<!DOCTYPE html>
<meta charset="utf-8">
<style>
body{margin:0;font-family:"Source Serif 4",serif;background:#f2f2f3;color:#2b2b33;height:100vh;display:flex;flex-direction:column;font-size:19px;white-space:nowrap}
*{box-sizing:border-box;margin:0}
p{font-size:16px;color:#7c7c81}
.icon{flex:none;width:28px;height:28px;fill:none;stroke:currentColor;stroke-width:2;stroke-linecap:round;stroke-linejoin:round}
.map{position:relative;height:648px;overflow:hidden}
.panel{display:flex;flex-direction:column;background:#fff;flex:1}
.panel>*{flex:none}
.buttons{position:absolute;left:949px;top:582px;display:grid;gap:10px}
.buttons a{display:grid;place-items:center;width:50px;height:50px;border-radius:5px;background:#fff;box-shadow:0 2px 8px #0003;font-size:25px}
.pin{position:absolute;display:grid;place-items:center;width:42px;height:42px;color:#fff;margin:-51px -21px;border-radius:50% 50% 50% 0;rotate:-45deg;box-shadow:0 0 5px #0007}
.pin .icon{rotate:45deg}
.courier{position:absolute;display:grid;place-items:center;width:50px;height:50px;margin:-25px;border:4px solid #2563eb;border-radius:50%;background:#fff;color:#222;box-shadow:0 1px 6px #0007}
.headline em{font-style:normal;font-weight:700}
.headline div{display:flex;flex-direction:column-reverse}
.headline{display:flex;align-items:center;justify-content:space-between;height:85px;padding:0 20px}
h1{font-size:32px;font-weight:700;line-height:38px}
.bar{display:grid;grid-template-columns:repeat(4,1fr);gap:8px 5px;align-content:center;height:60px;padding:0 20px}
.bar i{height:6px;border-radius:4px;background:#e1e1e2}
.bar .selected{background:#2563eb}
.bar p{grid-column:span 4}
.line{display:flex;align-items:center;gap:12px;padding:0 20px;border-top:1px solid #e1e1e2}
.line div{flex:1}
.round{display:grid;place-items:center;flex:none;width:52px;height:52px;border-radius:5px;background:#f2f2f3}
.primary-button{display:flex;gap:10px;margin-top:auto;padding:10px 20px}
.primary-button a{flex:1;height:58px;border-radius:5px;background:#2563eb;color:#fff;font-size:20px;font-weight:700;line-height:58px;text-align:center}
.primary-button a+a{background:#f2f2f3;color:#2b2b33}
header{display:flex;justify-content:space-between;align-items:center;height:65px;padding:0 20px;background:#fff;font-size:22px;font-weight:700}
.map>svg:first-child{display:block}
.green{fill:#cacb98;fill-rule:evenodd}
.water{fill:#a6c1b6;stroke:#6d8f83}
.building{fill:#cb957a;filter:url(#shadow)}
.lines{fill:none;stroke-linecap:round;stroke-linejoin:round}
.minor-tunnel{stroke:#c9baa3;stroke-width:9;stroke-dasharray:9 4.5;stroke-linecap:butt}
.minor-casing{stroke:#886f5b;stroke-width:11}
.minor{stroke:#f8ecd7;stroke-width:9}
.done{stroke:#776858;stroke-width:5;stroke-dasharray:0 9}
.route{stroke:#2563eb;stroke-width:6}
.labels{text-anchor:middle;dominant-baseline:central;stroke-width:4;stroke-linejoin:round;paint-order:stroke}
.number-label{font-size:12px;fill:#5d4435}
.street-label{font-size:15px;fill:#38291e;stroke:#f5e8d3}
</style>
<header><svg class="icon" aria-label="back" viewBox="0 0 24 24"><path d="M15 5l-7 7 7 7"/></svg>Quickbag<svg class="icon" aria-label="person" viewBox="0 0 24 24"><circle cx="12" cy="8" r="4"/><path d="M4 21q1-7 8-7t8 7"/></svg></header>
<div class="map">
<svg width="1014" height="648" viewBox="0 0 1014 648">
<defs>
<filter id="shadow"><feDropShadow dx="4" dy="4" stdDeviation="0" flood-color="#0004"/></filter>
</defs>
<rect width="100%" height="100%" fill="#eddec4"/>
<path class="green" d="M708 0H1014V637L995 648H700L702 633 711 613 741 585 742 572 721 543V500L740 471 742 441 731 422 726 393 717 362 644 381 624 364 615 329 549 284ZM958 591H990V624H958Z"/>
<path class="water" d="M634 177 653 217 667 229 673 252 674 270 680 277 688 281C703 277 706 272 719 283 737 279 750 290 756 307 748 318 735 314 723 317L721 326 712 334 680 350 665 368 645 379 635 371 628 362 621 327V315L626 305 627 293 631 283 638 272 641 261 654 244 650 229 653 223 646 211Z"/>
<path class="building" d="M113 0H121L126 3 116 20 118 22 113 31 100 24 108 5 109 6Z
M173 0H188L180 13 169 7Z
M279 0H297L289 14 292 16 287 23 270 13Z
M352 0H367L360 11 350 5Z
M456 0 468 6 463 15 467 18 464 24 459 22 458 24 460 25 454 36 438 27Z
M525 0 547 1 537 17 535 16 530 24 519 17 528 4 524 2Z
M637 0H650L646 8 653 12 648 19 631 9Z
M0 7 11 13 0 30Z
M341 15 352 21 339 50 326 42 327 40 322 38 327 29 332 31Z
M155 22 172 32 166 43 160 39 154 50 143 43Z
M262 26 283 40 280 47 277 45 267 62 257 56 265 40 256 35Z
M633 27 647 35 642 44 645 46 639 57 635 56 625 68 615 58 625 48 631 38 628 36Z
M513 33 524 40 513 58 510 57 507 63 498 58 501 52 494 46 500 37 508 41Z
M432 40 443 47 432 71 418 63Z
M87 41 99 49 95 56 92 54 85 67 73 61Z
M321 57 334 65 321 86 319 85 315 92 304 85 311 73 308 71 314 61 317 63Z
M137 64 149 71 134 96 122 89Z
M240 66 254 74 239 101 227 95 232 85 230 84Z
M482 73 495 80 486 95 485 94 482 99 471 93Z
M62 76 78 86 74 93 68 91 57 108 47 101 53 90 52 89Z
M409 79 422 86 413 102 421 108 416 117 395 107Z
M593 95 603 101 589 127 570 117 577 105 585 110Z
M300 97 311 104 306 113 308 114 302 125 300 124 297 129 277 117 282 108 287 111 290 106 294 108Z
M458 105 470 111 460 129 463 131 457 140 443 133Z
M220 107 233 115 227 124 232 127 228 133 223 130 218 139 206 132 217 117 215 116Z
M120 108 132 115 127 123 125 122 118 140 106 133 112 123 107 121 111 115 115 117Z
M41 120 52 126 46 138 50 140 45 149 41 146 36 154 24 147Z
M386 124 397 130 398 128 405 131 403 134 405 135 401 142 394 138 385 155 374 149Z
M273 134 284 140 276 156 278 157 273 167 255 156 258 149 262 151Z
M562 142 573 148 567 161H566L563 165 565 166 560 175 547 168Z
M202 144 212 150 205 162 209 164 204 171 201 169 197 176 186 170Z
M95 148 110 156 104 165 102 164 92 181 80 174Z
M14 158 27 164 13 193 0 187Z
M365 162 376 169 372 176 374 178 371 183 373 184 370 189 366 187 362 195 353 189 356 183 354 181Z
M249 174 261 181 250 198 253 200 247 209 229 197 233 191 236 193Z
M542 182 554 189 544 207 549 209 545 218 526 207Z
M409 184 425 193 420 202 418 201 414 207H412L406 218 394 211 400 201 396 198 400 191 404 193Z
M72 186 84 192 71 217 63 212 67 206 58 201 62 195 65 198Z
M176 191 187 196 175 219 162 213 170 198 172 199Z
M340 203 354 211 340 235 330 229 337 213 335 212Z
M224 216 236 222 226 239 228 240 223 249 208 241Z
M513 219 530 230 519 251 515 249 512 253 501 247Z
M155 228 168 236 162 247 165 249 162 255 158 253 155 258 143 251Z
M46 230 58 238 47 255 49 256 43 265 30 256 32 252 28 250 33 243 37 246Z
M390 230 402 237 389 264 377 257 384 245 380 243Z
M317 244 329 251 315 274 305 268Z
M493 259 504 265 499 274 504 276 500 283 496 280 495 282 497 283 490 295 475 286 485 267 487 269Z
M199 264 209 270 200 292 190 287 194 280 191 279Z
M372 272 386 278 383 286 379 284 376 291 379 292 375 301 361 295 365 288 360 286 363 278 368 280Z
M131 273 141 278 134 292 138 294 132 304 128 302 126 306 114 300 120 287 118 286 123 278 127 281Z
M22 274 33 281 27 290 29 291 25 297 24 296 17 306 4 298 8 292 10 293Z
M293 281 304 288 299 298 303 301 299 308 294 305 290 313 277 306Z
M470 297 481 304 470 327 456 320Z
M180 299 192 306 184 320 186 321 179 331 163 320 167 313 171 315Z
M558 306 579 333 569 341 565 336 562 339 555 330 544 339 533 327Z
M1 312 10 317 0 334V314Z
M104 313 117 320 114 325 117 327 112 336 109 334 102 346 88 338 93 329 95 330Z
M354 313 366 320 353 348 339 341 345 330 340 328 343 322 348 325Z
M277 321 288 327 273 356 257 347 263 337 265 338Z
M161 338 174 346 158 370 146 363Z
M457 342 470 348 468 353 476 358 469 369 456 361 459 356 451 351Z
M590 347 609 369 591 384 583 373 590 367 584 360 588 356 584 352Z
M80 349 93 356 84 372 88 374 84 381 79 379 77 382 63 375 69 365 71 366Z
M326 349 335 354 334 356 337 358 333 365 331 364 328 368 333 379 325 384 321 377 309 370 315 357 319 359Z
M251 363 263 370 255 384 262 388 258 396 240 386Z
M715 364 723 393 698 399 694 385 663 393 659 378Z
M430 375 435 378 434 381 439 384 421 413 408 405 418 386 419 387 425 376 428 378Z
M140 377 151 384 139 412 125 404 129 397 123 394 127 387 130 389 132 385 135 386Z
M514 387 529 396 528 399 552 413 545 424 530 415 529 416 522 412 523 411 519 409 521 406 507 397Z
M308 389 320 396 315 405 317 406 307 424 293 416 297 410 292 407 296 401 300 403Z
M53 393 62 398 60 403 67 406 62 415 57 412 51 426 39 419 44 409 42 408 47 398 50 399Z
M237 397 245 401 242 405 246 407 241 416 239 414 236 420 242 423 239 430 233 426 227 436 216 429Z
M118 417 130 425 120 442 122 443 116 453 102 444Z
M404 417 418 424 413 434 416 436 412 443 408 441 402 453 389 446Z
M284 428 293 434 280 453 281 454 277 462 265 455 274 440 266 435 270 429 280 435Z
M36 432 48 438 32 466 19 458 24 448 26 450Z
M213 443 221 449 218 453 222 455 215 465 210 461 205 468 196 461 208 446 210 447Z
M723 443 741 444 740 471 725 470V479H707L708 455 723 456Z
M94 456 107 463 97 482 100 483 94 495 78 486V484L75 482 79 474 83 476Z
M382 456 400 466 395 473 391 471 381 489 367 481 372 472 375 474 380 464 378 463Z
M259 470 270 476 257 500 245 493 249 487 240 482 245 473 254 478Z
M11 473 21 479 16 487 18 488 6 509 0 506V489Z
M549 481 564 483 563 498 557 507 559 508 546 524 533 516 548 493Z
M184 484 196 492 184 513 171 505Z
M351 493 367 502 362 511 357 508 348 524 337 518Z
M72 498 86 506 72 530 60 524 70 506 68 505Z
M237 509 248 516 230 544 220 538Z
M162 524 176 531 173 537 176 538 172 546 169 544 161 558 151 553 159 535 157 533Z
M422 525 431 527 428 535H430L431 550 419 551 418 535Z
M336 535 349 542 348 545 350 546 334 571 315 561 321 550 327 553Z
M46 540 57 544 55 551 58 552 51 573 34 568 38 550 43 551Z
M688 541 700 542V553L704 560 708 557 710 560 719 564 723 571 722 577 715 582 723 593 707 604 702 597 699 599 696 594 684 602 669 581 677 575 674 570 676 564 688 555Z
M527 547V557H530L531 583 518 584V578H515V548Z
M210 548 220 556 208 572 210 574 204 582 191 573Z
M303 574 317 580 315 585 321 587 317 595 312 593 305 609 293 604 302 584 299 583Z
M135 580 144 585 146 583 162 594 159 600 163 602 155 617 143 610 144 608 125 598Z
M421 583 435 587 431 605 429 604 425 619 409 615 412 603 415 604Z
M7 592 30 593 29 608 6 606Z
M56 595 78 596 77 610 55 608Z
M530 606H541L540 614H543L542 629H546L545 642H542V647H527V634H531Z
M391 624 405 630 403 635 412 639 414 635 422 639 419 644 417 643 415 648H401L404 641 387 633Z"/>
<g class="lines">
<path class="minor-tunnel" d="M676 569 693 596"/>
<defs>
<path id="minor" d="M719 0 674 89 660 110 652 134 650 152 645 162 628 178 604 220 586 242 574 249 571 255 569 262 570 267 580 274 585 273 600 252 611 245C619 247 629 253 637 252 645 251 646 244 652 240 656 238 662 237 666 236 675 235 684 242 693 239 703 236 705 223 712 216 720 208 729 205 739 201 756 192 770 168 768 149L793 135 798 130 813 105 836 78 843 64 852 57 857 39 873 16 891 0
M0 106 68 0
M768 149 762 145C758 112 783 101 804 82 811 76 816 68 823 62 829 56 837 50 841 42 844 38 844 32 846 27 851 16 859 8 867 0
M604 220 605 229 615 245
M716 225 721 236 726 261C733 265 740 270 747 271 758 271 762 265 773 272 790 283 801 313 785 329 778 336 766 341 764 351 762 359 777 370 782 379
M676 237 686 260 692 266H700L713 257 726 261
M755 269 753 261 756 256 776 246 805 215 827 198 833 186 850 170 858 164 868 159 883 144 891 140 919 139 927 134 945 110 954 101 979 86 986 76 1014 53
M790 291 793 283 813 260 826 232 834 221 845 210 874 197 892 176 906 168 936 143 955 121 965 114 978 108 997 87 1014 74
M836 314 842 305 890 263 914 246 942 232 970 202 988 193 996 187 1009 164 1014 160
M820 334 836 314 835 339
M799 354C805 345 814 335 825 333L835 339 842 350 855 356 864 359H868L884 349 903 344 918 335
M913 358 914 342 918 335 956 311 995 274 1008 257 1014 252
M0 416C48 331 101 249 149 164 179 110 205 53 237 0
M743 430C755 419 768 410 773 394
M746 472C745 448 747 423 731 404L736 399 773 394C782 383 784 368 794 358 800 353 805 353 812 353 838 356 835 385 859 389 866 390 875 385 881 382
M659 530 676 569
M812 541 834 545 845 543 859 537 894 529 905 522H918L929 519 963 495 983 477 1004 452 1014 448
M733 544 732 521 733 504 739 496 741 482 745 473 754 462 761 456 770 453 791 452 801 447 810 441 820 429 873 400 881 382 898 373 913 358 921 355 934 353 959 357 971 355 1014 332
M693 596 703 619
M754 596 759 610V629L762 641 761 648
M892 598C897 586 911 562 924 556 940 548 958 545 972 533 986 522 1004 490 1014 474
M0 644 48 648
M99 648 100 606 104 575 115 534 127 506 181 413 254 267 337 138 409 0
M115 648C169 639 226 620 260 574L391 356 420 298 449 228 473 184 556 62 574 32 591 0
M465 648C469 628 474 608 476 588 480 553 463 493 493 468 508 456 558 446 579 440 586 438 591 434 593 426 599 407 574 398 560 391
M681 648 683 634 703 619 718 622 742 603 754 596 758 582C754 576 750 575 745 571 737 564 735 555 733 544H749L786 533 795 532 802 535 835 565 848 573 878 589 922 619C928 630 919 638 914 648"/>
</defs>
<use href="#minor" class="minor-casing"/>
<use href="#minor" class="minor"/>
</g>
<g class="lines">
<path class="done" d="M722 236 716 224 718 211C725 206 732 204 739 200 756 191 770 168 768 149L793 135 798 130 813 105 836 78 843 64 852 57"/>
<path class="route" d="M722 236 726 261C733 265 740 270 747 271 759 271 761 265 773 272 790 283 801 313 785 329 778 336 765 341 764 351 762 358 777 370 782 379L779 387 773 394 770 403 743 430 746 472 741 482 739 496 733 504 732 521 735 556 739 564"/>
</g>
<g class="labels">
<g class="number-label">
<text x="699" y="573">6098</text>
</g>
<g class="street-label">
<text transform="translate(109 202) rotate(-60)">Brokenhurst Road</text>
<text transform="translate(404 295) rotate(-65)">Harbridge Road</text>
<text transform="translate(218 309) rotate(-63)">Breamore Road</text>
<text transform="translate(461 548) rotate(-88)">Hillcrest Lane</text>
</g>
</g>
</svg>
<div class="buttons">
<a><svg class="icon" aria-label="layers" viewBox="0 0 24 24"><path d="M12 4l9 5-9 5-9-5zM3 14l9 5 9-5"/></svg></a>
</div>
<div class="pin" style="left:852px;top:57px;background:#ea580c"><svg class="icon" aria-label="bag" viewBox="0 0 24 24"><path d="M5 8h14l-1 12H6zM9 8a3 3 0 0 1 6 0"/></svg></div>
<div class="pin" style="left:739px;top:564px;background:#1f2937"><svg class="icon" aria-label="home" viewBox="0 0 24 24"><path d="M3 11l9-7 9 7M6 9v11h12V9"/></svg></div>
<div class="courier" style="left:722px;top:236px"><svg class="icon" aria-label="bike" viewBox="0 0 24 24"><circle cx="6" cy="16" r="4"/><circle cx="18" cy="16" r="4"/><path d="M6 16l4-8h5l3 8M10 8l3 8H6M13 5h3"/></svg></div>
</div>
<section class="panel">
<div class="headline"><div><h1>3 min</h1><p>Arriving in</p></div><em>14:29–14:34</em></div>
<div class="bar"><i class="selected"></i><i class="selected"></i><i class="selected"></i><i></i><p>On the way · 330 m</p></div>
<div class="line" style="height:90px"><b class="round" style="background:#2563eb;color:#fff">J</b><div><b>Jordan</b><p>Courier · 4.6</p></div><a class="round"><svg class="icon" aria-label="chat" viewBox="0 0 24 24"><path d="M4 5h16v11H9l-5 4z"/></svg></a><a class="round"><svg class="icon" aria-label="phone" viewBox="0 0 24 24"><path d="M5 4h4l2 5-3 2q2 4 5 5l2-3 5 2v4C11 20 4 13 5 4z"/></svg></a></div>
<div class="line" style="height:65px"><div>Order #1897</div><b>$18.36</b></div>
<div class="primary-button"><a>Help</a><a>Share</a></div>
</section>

○ ○ ○

About this task ->
Reproduce verbatim the lines above, from the line with "M273 134 284" through the line with "M340 203 354".

Exercise output ->
M273 134 284 140 276 156 278 157 273 167 255 156 258 149 262 151Z
M562 142 573 148 567 161H566L563 165 565 166 560 175 547 168Z
M202 144 212 150 205 162 209 164 204 171 201 169 197 176 186 170Z
M95 148 110 156 104 165 102 164 92 181 80 174Z
M14 158 27 164 13 193 0 187Z
M365 162 376 169 372 176 374 178 371 183 373 184 370 189 366 187 362 195 353 189 356 183 354 181Z
M249 174 261 181 250 198 253 200 247 209 229 197 233 191 236 193Z
M542 182 554 189 544 207 549 209 545 218 526 207Z
M409 184 425 193 420 202 418 201 414 207H412L406 218 394 211 400 201 396 198 400 191 404 193Z
M72 186 84 192 71 217 63 212 67 206 58 201 62 195 65 198Z
M176 191 187 196 175 219 162 213 170 198 172 199Z
M340 203 354 211 340 235 330 229 337 213 335 212Z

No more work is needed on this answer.